- _Instructions to follow_
Repeat verbatim, and only, the lines of the data below, beginning at the line that contains "616px,376px 626px,417px 637px,530px" and stopping after the line that contains "663px,687px 672px,694px 704px,624px".

- _Task inputs_
+ + +

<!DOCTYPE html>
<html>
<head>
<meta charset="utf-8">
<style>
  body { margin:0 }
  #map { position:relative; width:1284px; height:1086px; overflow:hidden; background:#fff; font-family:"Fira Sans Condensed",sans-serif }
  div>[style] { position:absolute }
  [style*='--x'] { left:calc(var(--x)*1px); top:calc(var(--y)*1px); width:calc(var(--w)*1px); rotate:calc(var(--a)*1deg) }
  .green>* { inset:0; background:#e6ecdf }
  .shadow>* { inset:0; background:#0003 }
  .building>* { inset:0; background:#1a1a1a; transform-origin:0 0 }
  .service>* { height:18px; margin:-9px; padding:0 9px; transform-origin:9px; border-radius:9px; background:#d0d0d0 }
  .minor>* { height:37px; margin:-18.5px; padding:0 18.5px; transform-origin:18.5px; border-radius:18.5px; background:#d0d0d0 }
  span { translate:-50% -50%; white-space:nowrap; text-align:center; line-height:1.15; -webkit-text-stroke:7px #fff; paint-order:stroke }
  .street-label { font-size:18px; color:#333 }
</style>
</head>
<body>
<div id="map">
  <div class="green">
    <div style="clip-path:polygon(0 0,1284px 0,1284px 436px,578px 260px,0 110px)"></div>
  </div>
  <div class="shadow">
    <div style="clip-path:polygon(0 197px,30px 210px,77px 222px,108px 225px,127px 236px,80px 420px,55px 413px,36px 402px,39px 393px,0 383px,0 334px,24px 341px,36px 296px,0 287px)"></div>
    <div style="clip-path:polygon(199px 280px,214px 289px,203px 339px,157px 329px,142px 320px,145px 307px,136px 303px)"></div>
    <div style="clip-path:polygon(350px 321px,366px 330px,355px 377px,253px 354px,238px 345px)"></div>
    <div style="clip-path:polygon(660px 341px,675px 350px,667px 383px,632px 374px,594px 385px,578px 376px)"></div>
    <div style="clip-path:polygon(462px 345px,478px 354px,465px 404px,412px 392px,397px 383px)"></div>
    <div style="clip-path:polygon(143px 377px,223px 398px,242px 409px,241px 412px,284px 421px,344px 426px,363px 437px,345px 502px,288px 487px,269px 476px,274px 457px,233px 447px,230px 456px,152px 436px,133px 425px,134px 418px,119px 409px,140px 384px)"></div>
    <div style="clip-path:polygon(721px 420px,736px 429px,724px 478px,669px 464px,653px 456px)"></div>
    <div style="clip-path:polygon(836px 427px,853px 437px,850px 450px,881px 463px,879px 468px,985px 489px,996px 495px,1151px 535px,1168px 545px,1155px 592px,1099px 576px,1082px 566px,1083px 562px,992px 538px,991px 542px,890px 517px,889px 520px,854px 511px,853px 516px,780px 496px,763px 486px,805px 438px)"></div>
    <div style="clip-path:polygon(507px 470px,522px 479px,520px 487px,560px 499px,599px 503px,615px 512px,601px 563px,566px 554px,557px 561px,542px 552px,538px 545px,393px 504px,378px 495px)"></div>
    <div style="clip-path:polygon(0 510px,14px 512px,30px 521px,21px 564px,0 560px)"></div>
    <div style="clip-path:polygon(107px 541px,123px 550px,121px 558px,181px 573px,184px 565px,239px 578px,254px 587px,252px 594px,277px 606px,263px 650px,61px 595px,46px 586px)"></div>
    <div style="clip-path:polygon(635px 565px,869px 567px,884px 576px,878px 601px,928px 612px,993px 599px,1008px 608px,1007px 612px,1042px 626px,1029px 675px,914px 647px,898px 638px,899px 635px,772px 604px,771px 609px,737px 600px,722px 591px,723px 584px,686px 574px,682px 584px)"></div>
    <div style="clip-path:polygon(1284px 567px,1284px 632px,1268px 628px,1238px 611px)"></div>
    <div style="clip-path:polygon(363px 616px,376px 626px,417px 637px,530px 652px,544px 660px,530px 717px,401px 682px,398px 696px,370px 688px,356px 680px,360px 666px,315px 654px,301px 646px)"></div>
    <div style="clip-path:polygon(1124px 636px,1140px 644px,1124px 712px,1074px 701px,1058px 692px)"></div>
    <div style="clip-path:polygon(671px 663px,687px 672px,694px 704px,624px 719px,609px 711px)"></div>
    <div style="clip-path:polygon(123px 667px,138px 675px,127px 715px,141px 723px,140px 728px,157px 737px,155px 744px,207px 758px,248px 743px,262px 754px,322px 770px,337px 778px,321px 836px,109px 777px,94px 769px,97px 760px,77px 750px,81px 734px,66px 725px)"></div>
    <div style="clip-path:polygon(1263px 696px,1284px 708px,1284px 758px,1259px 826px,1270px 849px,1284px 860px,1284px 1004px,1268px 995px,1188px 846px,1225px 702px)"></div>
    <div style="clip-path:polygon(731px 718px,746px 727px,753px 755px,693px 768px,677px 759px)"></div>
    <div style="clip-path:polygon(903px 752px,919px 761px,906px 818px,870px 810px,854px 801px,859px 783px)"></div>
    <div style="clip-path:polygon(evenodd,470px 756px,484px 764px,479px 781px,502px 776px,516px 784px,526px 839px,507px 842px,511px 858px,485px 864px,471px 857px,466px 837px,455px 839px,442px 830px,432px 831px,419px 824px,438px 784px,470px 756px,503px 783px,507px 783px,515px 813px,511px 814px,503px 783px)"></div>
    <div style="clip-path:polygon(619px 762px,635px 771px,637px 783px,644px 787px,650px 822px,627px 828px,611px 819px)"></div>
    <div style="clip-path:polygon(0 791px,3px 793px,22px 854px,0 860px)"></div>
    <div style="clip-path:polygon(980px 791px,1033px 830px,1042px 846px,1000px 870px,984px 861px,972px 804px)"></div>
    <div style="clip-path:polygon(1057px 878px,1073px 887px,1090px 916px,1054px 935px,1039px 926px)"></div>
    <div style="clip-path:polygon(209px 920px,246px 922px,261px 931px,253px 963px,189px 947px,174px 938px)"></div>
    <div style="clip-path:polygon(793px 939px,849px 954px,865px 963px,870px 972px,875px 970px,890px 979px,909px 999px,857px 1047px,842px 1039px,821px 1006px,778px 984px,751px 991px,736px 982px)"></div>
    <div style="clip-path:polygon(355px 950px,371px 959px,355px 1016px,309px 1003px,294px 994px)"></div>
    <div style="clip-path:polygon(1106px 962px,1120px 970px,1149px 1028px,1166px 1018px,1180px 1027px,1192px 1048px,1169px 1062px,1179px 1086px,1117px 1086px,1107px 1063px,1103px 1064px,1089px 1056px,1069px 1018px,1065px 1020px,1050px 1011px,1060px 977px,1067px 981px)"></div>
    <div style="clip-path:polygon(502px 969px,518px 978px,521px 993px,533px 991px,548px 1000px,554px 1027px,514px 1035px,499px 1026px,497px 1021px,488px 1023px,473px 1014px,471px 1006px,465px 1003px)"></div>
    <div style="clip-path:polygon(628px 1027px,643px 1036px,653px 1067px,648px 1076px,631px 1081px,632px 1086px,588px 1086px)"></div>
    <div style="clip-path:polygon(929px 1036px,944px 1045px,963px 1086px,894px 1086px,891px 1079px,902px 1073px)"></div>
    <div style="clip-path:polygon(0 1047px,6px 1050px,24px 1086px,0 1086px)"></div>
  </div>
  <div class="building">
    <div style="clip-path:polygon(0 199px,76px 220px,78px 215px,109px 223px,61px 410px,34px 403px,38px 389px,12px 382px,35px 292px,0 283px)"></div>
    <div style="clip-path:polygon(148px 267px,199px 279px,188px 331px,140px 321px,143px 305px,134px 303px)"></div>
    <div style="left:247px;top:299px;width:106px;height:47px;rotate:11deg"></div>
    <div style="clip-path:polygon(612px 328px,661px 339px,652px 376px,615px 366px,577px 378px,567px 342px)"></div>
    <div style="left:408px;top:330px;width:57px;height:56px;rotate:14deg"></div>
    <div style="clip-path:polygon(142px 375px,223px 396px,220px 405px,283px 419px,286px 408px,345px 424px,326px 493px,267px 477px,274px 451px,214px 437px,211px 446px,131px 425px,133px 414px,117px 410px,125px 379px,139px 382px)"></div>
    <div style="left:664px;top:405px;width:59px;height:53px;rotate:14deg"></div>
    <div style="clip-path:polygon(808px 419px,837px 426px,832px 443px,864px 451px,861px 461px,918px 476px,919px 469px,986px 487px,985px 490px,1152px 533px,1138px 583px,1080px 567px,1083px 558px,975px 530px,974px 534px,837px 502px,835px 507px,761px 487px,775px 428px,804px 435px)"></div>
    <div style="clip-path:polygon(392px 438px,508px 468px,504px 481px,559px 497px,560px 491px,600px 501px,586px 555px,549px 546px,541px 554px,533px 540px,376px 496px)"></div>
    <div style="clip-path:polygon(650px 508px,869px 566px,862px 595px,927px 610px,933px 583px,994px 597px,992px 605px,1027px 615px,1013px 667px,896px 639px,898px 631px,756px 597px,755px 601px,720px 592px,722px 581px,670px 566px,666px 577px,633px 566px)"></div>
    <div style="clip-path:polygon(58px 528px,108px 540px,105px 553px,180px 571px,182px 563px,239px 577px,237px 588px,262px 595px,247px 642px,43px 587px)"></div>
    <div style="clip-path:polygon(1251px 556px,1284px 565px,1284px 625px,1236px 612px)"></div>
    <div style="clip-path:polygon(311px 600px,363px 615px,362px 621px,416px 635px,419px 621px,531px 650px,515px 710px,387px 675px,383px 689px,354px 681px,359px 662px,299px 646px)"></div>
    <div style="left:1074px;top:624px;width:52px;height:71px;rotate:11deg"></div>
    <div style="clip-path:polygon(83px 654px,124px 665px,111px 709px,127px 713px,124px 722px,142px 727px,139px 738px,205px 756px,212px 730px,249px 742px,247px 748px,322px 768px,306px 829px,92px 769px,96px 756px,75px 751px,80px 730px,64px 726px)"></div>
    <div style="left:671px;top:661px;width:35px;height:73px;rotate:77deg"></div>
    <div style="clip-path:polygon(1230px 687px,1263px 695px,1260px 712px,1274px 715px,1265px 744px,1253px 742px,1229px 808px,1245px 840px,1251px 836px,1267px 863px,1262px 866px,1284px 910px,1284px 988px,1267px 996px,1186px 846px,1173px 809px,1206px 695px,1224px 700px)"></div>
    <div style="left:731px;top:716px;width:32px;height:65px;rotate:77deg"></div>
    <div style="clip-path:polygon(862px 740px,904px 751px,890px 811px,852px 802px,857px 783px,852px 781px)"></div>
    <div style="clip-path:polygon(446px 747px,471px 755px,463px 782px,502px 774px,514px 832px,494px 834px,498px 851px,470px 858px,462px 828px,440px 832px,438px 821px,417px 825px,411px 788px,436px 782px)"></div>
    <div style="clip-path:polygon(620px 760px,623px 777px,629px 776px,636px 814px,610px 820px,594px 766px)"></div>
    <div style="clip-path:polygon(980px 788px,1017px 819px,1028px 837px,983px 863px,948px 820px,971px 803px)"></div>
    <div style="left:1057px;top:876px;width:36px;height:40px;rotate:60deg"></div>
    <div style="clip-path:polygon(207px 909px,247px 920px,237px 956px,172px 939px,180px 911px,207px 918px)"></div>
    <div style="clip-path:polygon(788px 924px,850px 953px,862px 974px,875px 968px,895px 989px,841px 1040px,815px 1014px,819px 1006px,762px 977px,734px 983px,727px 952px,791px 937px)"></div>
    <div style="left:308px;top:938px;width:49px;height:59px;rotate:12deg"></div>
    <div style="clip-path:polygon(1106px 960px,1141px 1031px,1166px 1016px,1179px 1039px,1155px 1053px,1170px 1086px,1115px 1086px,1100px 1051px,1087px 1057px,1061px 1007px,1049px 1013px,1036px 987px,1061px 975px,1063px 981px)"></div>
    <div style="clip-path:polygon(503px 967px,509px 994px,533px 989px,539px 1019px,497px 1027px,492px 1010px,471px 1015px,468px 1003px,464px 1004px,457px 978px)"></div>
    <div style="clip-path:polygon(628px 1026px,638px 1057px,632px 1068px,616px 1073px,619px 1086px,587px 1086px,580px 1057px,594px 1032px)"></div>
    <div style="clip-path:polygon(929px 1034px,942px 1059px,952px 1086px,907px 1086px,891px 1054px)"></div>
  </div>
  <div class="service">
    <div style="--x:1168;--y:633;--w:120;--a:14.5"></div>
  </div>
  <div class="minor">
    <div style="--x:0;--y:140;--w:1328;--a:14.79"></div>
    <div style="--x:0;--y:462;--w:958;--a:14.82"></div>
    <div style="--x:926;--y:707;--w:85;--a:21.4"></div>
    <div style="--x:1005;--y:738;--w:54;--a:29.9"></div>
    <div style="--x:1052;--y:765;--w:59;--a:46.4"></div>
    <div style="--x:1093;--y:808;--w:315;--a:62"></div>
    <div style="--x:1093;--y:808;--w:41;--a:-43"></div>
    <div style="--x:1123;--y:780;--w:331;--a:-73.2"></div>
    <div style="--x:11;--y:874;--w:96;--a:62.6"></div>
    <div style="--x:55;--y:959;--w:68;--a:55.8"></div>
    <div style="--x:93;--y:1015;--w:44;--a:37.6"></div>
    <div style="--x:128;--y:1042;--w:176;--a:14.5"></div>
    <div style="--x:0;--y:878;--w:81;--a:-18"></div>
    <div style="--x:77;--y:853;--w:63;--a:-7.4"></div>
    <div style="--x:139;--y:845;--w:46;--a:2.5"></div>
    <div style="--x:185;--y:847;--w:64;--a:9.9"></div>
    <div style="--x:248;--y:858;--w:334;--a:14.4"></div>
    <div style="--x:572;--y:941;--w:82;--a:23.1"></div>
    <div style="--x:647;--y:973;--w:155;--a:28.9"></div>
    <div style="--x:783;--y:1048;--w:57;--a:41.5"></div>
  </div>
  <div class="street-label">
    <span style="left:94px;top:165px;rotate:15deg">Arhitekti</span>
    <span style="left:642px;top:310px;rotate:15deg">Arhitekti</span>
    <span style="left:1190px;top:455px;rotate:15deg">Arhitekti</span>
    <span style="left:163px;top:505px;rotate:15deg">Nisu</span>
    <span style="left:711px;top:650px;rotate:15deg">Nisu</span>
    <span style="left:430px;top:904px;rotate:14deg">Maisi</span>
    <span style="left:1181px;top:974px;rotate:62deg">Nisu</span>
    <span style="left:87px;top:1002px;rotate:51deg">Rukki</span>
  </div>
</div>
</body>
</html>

+ + +

- _Written solution_
    <div style="clip-path:polygon(363px 616px,376px 626px,417px 637px,530px 652px,544px 660px,530px 717px,401px 682px,398px 696px,370px 688px,356px 680px,360px 666px,315px 654px,301px 646px)"></div>
    <div style="clip-path:polygon(1124px 636px,1140px 644px,1124px 712px,1074px 701px,1058px 692px)"></div>
    <div style="clip-path:polygon(671px 663px,687px 672px,694px 704px,624px 719px,609px 711px)"></div>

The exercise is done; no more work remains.